## [Prompt]
Print the data that follows exactly as it stands, from its first line through the line containing "0 #6b5b4c) drop-shadow(-1px", and stop there.
§ §
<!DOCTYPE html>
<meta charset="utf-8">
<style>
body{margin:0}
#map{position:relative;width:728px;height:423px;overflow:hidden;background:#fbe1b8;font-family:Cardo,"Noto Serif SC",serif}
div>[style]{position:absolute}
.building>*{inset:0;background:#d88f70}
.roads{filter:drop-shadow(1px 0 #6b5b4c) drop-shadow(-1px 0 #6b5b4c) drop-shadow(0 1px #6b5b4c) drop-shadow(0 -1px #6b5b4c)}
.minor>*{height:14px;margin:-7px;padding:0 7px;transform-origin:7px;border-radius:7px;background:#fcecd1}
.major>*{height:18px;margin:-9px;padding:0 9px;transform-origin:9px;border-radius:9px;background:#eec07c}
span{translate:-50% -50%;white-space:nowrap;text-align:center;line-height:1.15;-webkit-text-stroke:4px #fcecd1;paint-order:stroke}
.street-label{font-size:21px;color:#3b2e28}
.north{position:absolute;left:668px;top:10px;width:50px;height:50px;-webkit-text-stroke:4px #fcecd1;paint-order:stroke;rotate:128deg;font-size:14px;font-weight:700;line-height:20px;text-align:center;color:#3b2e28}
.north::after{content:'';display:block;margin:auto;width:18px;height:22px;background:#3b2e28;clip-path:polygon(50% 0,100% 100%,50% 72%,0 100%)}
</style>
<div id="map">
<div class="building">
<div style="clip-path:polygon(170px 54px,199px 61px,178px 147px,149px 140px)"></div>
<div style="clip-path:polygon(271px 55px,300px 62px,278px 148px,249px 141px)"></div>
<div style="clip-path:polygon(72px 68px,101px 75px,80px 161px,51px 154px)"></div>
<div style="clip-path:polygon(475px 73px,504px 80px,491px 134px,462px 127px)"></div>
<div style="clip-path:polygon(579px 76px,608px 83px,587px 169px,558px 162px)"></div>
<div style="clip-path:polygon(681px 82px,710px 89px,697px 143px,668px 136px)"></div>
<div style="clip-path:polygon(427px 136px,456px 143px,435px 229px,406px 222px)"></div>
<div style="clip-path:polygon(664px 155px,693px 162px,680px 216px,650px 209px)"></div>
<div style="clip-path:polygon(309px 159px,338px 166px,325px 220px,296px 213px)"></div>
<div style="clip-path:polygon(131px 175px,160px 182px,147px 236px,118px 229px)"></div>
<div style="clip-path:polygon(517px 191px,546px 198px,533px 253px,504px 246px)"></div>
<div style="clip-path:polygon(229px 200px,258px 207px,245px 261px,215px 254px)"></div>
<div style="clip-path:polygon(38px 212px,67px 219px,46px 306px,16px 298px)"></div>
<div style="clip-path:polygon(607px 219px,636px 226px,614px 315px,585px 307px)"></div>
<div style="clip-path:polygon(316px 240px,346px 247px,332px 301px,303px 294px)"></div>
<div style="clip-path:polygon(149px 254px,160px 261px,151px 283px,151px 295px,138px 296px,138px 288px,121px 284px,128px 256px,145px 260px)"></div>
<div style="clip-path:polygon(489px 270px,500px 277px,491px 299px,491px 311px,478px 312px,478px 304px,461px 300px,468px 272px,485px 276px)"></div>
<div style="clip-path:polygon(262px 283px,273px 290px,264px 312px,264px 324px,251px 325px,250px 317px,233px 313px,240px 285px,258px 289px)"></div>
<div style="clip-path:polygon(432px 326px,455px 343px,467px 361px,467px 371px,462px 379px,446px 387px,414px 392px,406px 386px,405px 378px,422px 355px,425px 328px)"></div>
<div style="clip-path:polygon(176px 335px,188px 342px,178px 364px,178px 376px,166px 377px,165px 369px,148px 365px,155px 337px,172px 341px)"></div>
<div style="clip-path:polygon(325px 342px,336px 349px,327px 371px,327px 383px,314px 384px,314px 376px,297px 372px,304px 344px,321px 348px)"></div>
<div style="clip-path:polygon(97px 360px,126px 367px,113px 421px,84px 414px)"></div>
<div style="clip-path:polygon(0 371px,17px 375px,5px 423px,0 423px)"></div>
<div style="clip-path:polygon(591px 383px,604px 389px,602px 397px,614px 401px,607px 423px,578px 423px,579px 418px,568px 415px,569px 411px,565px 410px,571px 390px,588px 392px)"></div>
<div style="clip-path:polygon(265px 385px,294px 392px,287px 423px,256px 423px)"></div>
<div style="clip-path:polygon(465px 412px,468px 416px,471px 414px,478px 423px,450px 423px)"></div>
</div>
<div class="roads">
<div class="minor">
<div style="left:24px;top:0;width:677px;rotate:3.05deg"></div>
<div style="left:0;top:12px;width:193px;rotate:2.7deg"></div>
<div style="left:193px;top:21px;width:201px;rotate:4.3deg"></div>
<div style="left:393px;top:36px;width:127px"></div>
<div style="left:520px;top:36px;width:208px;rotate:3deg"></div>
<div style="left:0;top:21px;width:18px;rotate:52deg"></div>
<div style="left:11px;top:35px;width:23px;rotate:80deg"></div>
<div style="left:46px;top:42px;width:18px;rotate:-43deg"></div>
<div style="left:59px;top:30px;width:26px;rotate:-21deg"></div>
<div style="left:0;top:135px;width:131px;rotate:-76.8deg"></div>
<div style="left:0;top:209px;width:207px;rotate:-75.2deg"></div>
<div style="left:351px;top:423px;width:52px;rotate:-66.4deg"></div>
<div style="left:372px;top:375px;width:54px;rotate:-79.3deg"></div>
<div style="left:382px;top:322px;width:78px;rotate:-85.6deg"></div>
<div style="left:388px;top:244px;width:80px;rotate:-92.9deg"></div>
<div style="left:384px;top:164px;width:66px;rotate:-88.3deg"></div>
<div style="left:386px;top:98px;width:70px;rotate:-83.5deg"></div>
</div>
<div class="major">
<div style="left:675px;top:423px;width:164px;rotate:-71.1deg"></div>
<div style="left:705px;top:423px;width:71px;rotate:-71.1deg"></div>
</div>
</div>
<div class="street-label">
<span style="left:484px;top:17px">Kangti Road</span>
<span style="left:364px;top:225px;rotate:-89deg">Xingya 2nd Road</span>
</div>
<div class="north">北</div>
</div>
§ §
## [Output for this exercise]
<!DOCTYPE html>
<meta charset="utf-8">
<style>
body{margin:0}
#map{position:relative;width:728px;height:423px;overflow:hidden;background:#fbe1b8;font-family:Cardo,"Noto Serif SC",serif}
div>[style]{position:absolute}
.building>*{inset:0;background:#d88f70}
.roads{filter:drop-shadow(1px 0 #6b5b4c) drop-shadow(-1px 0 #6b5b4c) drop-shadow(0 1px #6b5b4c) drop-shadow(0 -1px #6b5b4c)}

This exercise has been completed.